99 - ai-proxy.cm.itcollege.ee

School provides some limited LLM api access for students.
There is proxy server that authenticates students and forwards requests to LLM api. Proxy is designed to do minimal changes to original api.
Proxy is located at: https://ai-proxy.cm.itcollege.ee/

Main functionality is:

manage student accounts
monitor usage
cost and credit control
handle students personal api keys
llm api configuration
removes student api key and replaces with school api key
proxies requests as-is, including SSE support
can do some request/response transformations - query, headers, etc.

Currently main LLM provider is Azure, using Central Sweden region (EU, GDPR, etc).

Configuration

Mainly 2 options are used - OpenAI chat completions or OpenAi responses (newer).
gpt-5.2-codex is using responses, other models are mostly using chat completions.
Azure does not have models endpoint, so we need to hardcode model names (names are case sensitive and sometimes different from original model names).
If configuration does not allow to custom model name, proxy can be configured to change model name during every request/response.
In theory there is also Anthropic models (Opus) with their own messages api - ask for access if you need it (expensive).

Example costs are experimental, analyzing ai-proxy codebase (ask mode). Prompt used was:

Analyze this codebase thoroughly. Produce a structured report covering:

## 1. Purpose & Domain
- What does this application do?

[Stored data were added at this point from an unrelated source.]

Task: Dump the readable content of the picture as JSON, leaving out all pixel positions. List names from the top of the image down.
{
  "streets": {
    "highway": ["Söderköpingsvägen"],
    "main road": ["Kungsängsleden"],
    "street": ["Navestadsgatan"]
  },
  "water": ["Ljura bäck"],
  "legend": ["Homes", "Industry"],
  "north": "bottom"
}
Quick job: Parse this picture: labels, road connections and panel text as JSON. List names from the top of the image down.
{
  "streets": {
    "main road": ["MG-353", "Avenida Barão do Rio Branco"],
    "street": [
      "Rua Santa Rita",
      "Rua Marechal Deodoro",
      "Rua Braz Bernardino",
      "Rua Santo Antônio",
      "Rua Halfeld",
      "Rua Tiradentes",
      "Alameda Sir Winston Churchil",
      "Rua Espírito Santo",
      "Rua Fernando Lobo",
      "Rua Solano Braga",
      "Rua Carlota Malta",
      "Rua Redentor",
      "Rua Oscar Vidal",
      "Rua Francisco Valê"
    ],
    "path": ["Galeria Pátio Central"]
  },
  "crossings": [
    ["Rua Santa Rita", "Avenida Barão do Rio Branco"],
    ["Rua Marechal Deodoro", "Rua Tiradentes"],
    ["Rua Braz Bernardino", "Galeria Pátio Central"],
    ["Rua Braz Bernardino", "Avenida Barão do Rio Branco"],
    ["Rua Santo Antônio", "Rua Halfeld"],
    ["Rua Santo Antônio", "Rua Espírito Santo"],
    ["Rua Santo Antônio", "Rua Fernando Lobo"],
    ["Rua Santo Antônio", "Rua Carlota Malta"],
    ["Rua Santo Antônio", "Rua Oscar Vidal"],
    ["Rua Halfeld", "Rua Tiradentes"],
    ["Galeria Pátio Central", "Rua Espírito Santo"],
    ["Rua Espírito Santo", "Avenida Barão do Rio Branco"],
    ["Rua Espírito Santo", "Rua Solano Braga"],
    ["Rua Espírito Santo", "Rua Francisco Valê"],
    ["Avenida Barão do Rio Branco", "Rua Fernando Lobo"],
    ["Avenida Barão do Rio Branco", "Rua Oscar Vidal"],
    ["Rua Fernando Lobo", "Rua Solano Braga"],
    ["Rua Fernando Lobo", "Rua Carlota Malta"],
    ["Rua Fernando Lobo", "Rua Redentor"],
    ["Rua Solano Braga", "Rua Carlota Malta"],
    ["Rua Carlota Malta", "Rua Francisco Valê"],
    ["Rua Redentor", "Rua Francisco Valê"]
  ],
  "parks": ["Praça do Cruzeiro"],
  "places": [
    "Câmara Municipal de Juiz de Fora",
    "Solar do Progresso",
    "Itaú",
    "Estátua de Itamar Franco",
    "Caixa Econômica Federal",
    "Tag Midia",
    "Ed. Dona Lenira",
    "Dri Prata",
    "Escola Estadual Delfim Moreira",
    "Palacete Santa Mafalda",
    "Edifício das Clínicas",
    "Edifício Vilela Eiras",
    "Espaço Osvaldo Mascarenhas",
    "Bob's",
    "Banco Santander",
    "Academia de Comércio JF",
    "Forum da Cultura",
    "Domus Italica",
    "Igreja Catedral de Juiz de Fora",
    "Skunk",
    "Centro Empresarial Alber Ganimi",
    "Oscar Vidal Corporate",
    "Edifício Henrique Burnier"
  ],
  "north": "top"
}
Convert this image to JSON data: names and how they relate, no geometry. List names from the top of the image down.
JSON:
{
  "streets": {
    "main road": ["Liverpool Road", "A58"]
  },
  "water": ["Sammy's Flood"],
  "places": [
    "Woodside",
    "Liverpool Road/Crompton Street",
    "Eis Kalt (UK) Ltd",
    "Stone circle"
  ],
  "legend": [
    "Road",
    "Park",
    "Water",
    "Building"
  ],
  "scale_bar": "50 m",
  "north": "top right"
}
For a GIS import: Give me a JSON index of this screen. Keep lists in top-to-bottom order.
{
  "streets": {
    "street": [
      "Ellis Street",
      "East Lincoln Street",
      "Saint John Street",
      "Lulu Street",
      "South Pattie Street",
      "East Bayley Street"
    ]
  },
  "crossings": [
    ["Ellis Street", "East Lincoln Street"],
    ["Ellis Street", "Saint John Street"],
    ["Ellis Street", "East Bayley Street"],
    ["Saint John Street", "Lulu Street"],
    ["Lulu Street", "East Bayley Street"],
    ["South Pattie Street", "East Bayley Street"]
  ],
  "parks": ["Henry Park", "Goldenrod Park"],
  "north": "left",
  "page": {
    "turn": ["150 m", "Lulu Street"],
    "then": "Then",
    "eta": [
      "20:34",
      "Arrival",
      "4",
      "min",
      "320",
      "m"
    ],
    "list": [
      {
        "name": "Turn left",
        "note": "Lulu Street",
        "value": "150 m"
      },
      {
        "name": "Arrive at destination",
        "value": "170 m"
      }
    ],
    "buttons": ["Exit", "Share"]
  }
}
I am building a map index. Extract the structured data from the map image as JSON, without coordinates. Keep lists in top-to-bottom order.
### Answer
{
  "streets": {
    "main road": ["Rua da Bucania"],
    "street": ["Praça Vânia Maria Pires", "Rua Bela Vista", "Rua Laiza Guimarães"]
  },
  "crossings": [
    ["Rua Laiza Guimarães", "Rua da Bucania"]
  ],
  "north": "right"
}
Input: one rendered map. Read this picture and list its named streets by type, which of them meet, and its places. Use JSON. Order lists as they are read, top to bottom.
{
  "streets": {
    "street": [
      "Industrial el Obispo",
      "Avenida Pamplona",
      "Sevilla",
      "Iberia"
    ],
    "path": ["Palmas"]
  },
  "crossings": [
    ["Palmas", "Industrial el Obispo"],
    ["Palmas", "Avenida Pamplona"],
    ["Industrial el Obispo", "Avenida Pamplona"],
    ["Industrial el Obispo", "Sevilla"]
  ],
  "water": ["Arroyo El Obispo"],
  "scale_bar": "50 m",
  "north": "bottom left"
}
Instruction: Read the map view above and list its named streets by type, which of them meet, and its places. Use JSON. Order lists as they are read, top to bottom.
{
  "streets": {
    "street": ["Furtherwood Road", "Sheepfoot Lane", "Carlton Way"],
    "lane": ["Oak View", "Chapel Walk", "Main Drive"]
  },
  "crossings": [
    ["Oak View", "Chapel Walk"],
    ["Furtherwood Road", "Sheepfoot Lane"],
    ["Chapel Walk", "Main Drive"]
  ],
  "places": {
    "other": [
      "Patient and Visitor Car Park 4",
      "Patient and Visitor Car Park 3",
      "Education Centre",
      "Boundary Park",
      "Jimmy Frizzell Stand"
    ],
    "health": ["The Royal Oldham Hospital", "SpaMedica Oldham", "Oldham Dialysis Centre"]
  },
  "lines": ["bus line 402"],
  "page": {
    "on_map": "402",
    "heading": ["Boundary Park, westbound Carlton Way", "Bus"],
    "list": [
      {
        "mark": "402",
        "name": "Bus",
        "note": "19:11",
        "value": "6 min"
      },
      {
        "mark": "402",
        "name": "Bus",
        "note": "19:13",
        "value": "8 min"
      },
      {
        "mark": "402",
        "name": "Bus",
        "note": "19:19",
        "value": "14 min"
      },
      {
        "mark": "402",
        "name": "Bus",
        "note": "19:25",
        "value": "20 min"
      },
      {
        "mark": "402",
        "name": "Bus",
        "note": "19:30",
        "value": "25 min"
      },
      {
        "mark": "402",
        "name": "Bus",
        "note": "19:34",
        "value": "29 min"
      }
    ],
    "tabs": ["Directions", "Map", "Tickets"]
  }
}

Core business domain.
- Target users/consumers (API clients, end users, both?)
- Key workflows and use cases

## 2. Architecture
- Overall pattern (Clean/Onion, N-tier, Vertical Slices, CQRS, etc.)
- Project/solution structure - list all projects and their responsibilities
- Dependency graph between projects
- DI registration patterns and service lifetimes
- Middleware pipeline order
- Any architectural violations or circular dependencies

## 3. Data Layer & ERD
- ORM used (EF Core version, Dapper, etc.)
- List all entities and their relationships
- Generate a Mermaid ERD diagram
- Migration strategy (code-first, DB-first?)
- Identify: soft deletes, audit fields, tenant isolation, concurrency tokens
- Raw SQL or stored procedures usage
- Connection/DbContext management (single, multi-context, pooling)

## 4. API Surface
- List all controllers/endpoints with HTTP methods and routes
- Authentication/authorization scheme (JWT, cookies, Identity, external providers)
- API versioning strategy
- Request validation approach (FluentValidation, DataAnnotations, manual)
- Response patterns (envelope/wrapper, ProblemDetails, raw)
- Rate limiting, CORS config

## 5. Test Coverage
- Test projects and frameworks used (xUnit, NUnit, MSTest)
- Approximate coverage: unit, integration, E2E
- What's tested well vs. what's NOT tested (be specific)
- Test data strategy (fixtures, builders, AutoFixture, Bogus)
- Integration test infrastructure (WebApplicationFactory, Testcontainers, in-memory DB)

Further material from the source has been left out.